(Recorded data)
┄┄┄┄┄┄┄┄┄┄

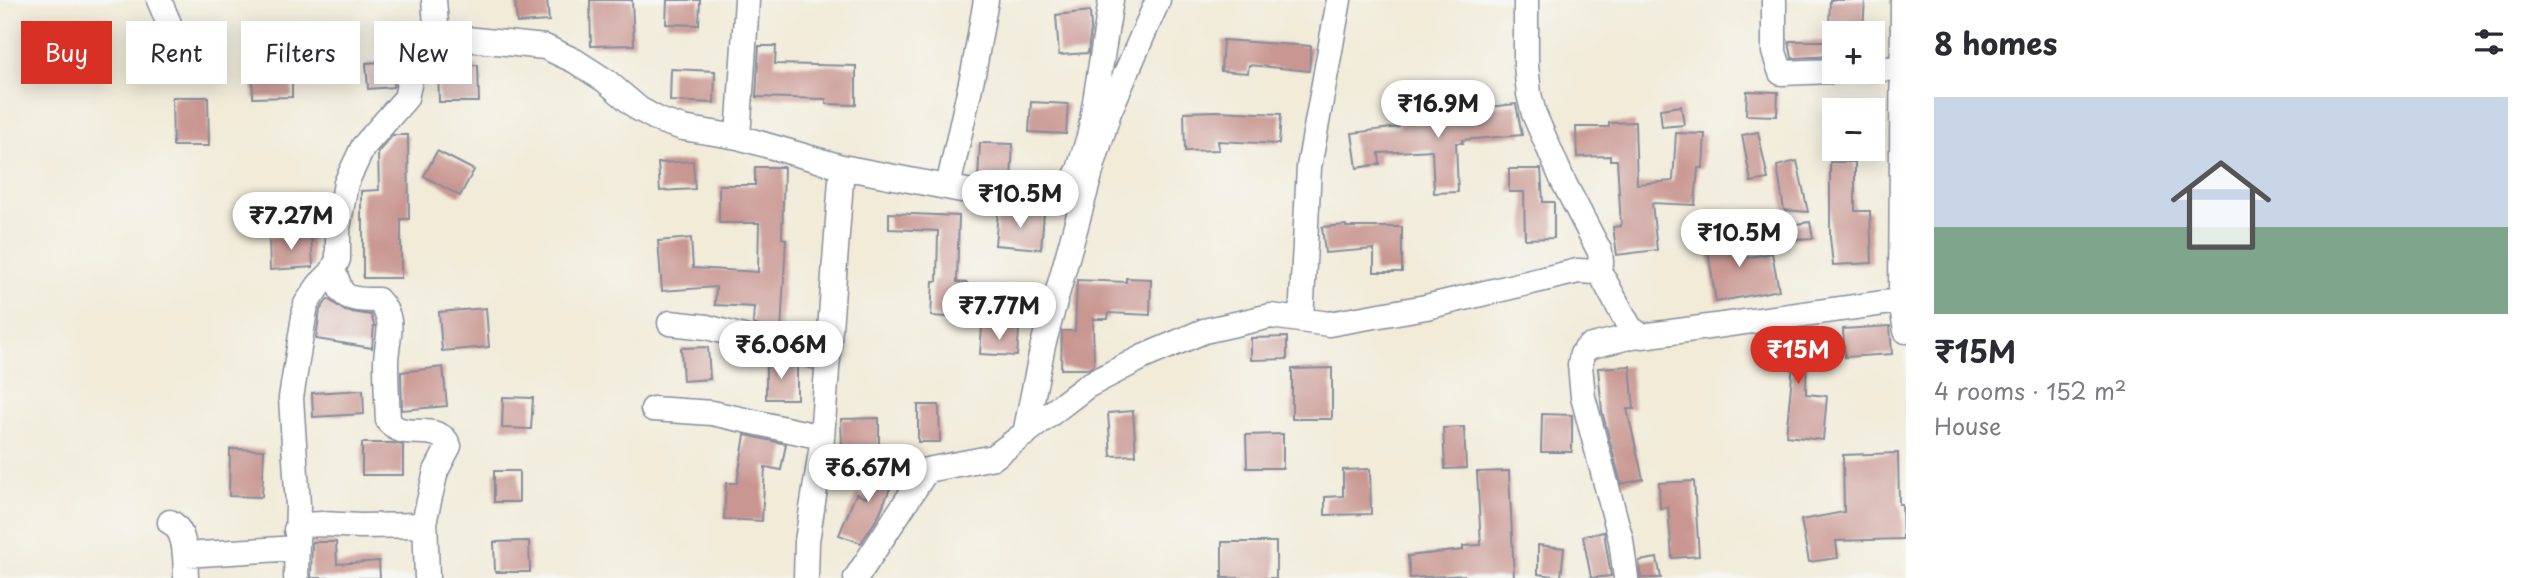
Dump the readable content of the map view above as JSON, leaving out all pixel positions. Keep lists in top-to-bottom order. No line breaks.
{"page":{"heading":"8 homes","map_buttons":["+","−"],"chip":["Buy","Rent","Filters","New"],"price":["₹16.9M","₹10.5M","₹7.27M","₹10.5M","₹7.77M","₹6.06M","₹15M","₹6.67M"],"list":[{"name":"₹15M","note":"4 rooms · 152 m² · House"}]}}
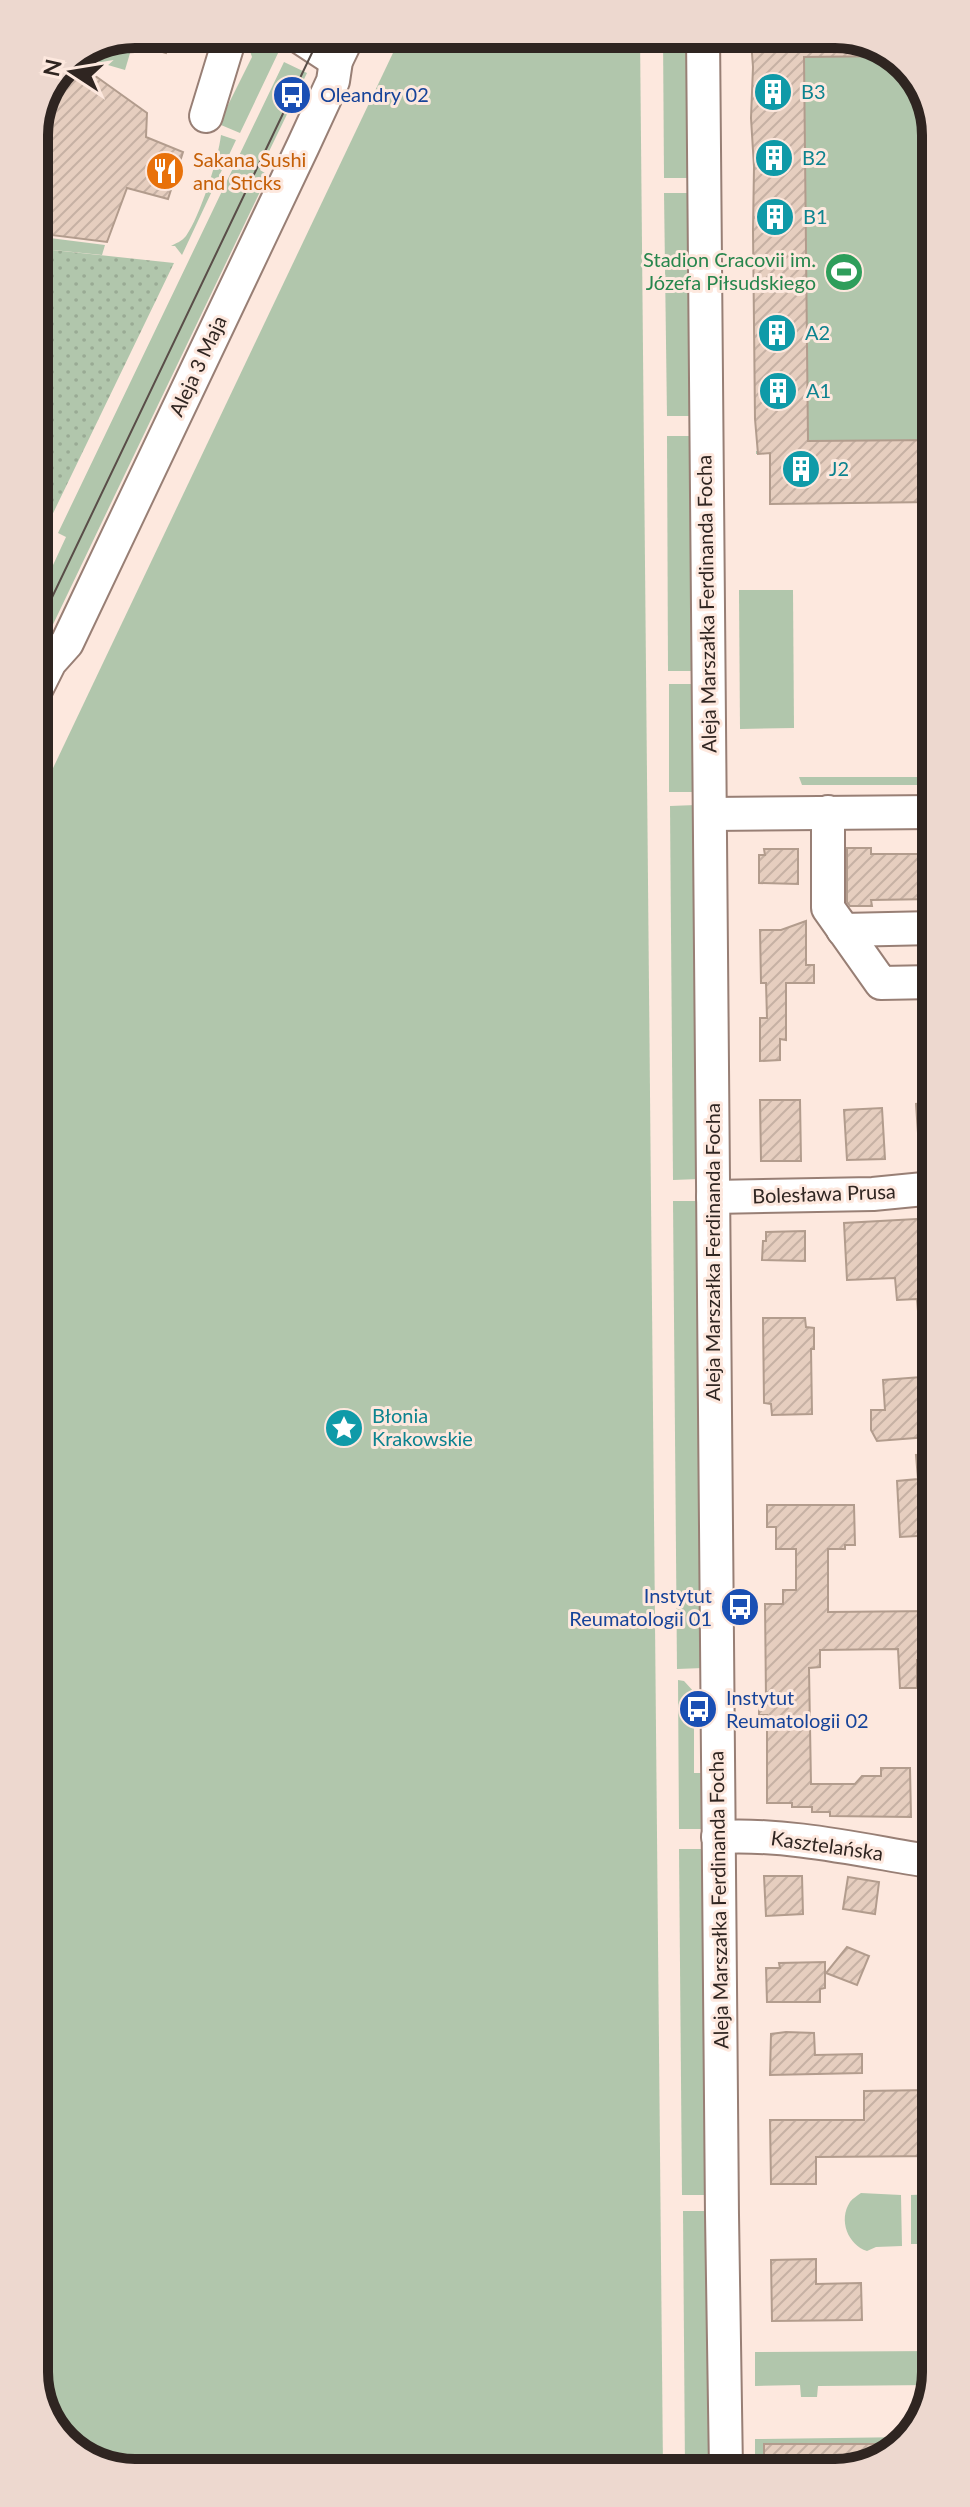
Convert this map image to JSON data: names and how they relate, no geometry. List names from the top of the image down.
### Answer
{
  "streets": {
    "street": [
      "Aleja 3 Maja",
      "Aleja Marszałka Ferdinanda Focha",
      "Bolesława Prusa",
      "Kasztelańska"
    ]
  },
  "crossings": [
    ["Aleja Marszałka Ferdinanda Focha", "Bolesława Prusa"],
    ["Aleja Marszałka Ferdinanda Focha", "Kasztelańska"]
  ],
  "places": {
    "building": [
      "B3",
      "B2",
      "B1",
      "A2",
      "A1",
      "J2"
    ],
    "bus stop": ["Oleandry 02", "Instytut Reumatologii 01", "Instytut Reumatologii 02"],
    "restaurant": ["Sakana Sushi and Sticks"],
    "sports": ["Stadion Cracovii im. Józefa Piłsudskiego"],
    "place": ["Błonia Krakowskie"]
  },
  "north": "left"
}
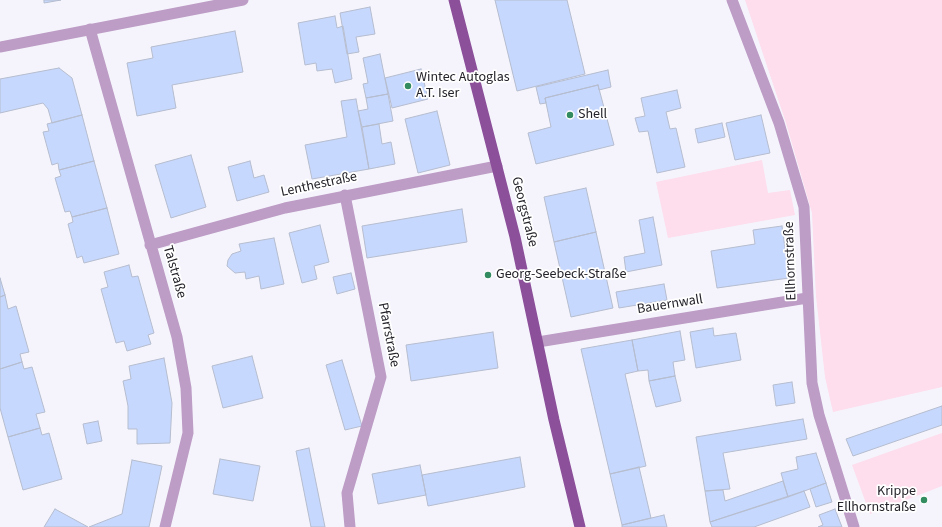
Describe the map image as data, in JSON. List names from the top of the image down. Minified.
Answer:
{"streets":{"main road":["Georgstraße"],"street":["Lenthestraße","Ellhornstraße","Talstraße","Bauernwall","Pfarrstraße"]},"crossings":[["Lenthestraße","Georgstraße"],["Lenthestraße","Talstraße"],["Lenthestraße","Pfarrstraße"],["Georgstraße","Bauernwall"],["Ellhornstraße","Bauernwall"]],"places":["Wintec Autoglas A.T. Iser","Shell","Georg-Seebeck-Straße","Krippe Ellhornstraße"]}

┄┄┄┄┄┄┄┄┄┄

### WHAT IS BEING ASKED
Word for word, return the entries above, but without any pictures.

### SOLUTION
Dump the readable content of the map view above as JSON, leaving out all pixel positions. Keep lists in top-to-bottom order. No line breaks.
{"page":{"heading":"8 homes","map_buttons":["+","−"],"chip":["Buy","Rent","Filters","New"],"price":["₹16.9M","₹10.5M","₹7.27M","₹10.5M","₹7.77M","₹6.06M","₹15M","₹6.67M"],"list":[{"name":"₹15M","note":"4 rooms · 152 m² · House"}]}}
Convert this map image to JSON data: names and how they relate, no geometry. List names from the top of the image down.
### Answer
{
  "streets": {
    "street": [
      "Aleja 3 Maja",
      "Aleja Marszałka Ferdinanda Focha",
      "Bolesława Prusa",
      "Kasztelańska"
    ]
  },
  "crossings": [
    ["Aleja Marszałka Ferdinanda Focha", "Bolesława Prusa"],
    ["Aleja Marszałka Ferdinanda Focha", "Kasztelańska"]
  ],
  "places": {
    "building": [
      "B3",
      "B2",
      "B1",
      "A2",
      "A1",
      "J2"
    ],
    "bus stop": ["Oleandry 02", "Instytut Reumatologii 01", "Instytut Reumatologii 02"],
    "restaurant": ["Sakana Sushi and Sticks"],
    "sports": ["Stadion Cracovii im. Józefa Piłsudskiego"],
    "place": ["Błonia Krakowskie"]
  },
  "north": "left"
}
Describe the map image as data, in JSON. List names from the top of the image down. Minified.
Answer:
{"streets":{"main road":["Georgstraße"],"street":["Lenthestraße","Ellhornstraße","Talstraße","Bauernwall","Pfarrstraße"]},"crossings":[["Lenthestraße","Georgstraße"],["Lenthestraße","Talstraße"],["Lenthestraße","Pfarrstraße"],["Georgstraße","Bauernwall"],["Ellhornstraße","Bauernwall"]],"places":["Wintec Autoglas A.T. Iser","Shell","Georg-Seebeck-Straße","Krippe Ellhornstraße"]}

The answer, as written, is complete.